RECORDED DATA:
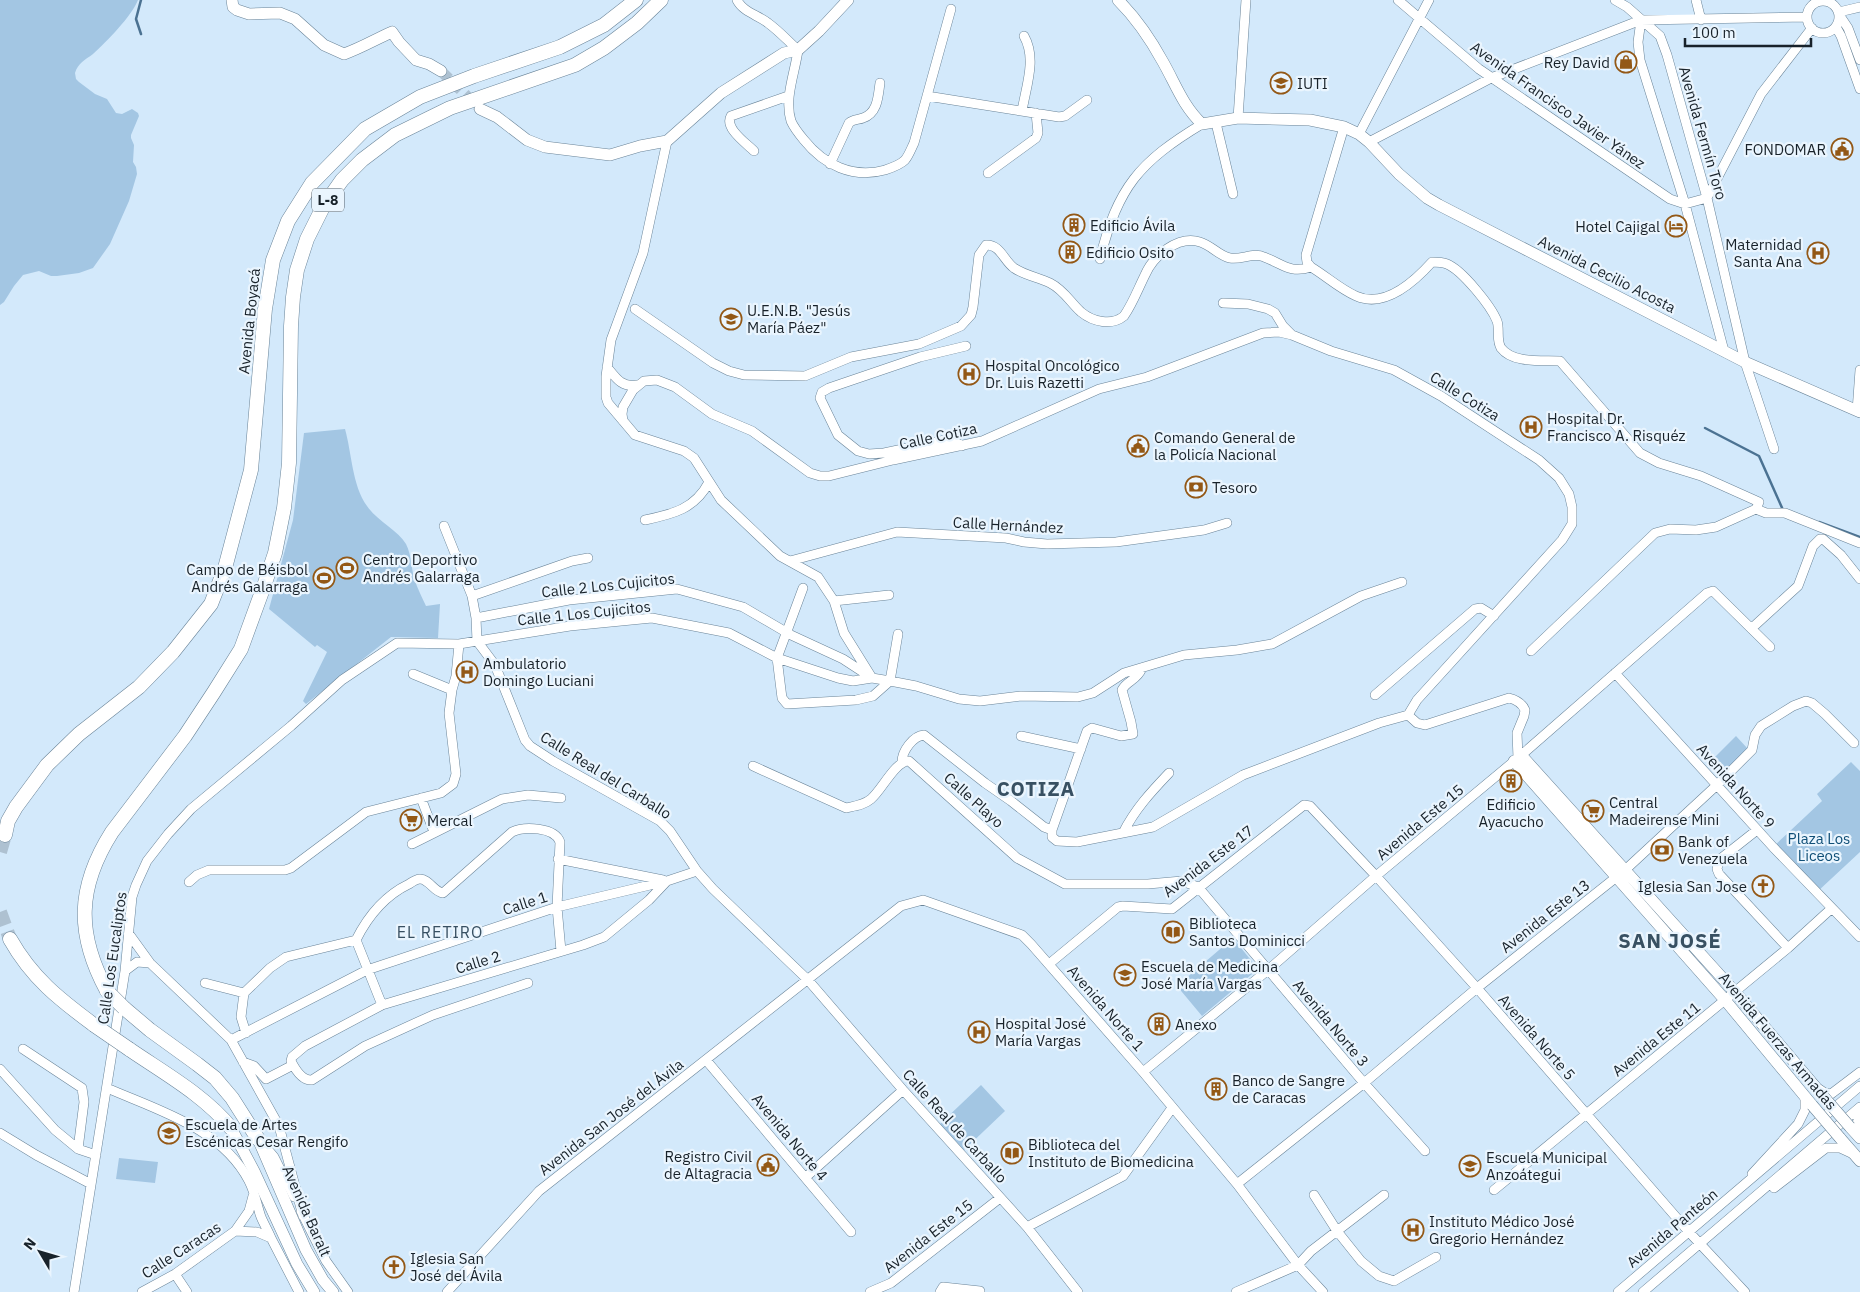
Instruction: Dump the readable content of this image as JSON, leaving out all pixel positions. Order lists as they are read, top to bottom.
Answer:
{
  "streets": {
    "highway": ["L-8", "Avenida Boyacá"],
    "main road": ["Avenida Cecilio Acosta", "Avenida Fuerzas Armadas", "Avenida Baralt"],
    "street": [
      "Avenida Francisco Javier Yánez",
      "Avenida Fermín Toro",
      "Calle Cotiza",
      "Calle Hernández",
      "Calle 2 Los Cujicitos",
      "Calle 1 Los Cujicitos",
      "Calle Real del Carballo",
      "Avenida Norte 9",
      "Calle Playo",
      "Avenida Este 15",
      "Avenida Este 17",
      "Calle 1",
      "Avenida Este 13",
      "Calle Los Eucaliptos",
      "Calle 2",
      "Avenida Norte 1",
      "Avenida Norte 3",
      "Avenida Norte 5",
      "Avenida Este 11",
      "Avenida San José del Ávila",
      "Calle Real de Carballo",
      "Avenida Norte 4",
      "Avenida Panteón",
      "Calle Caracas"
    ]
  },
  "crossings": [
    ["Avenida Fermín Toro", "Avenida Cecilio Acosta"],
    ["L-8", "Avenida Baralt"],
    ["Calle 2 Los Cujicitos", "Calle 1 Los Cujicitos"],
    ["Calle 1 Los Cujicitos", "Calle Real del Carballo"],
    ["Calle 1 Los Cujicitos", "Calle Los Eucaliptos"],
    ["Calle Real del Carballo", "Calle 1"],
    ["Calle Real del Carballo", "Calle Los Eucaliptos"],
    ["Calle Real del Carballo", "Avenida Norte 1"],
    ["Calle Real del Carballo", "Avenida San José del Ávila"],
    ["Calle Real del Carballo", "Calle Real de Carballo"],
    ["Avenida Norte 9", "Avenida Este 15"],
    ["Avenida Norte 9", "Avenida Este 13"],
    ["Avenida Norte 9", "Avenida Este 11"],
    ["Calle Playo", "Avenida Este 17"],
    ["Calle Playo", "Avenida Norte 3"],
    ["Avenida Este 15", "Avenida Norte 1"],
    ["Avenida Este 15", "Avenida Norte 3"],
    ["Avenida Este 15", "Avenida Norte 5"],
    ["Avenida Este 15", "Avenida Fuerzas Armadas"],
    ["Avenida Este 15", "Calle Real de Carballo"],
    ["Avenida Este 17", "Avenida Norte 1"],
    ["Avenida Este 17", "Avenida Norte 3"],
    ["Avenida Este 17", "Avenida Norte 5"],
    ["Calle 1", "Calle 2"],
    ["Avenida Este 13", "Avenida Norte 1"],
    ["Avenida Este 13", "Avenida Norte 3"],
    ["Avenida Este 13", "Avenida Norte 5"],
    ["Avenida Este 13", "Avenida Fuerzas Armadas"],
    ["Avenida Norte 1", "Avenida San José del Ávila"],
    ["Avenida Norte 1", "Calle Real de Carballo"],
    ["Avenida Norte 5", "Avenida Este 11"],
    ["Avenida Norte 5", "Avenida Panteón"],
    ["Avenida Este 11", "Avenida Fuerzas Armadas"],
    ["Avenida Fuerzas Armadas", "Avenida Panteón"],
    ["Avenida San José del Ávila", "Calle Real de Carballo"],
    ["Avenida San José del Ávila", "Avenida Norte 4"]
  ],
  "districts": ["COTIZA", "EL RETIRO", "SAN JOSÉ"],
  "parks": ["Plaza Los Liceos"],
  "places": {
    "shop": ["Rey David"],
    "school or university": [
      "IUTI",
      "U.E.N.B. \"Jesús María Páez\"",
      "Escuela de Medicina José María Vargas",
      "Escuela de Artes Escénicas Cesar Rengifo",
      "Escuela Municipal Anzoátegui"
    ],
    "public building": ["FONDOMAR", "Comando General de la Policía Nacional", "Registro Civil de Altagracia"],
    "building": [
      "Edificio Ávila",
      "Edificio Osito",
      "Edificio Ayacucho",
      "Anexo",
      "Banco de Sangre de Caracas"
    ],
    "hotel": ["Hotel Cajigal"],
    "hospital": [
      "Maternidad Santa Ana",
      "Hospital Oncológico Dr. Luis Razetti",
      "Hospital Dr. Francisco A. Risquéz",
      "Ambulatorio Domingo Luciani",
      "Hospital José María Vargas",
      "Instituto Médico José Gregorio Hernández"
    ],
    "bank": ["Tesoro", "Bank of Venezuela"],
    "sports": ["Centro Deportivo Andrés Galarraga", "Campo de Béisbol Andrés Galarraga"],
    "supermarket": ["Central Madeirense Mini", "Mercal"],
    "church": ["Iglesia San Jose", "Iglesia San José del Ávila"],
    "library": ["Biblioteca Santos Dominicci", "Biblioteca del Instituto de Biomedicina"]
  },
  "scale_bar": "100 m",
  "north": "top left"
}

WORK ITEM: Which of the lines above mention the word "María"? Pull those lines out.

OUTPUT FOR THIS EXERCISE:
      "U.E.N.B. \"Jesús María Páez\"",
      "Escuela de Medicina José María Vargas",
      "Hospital José María Vargas",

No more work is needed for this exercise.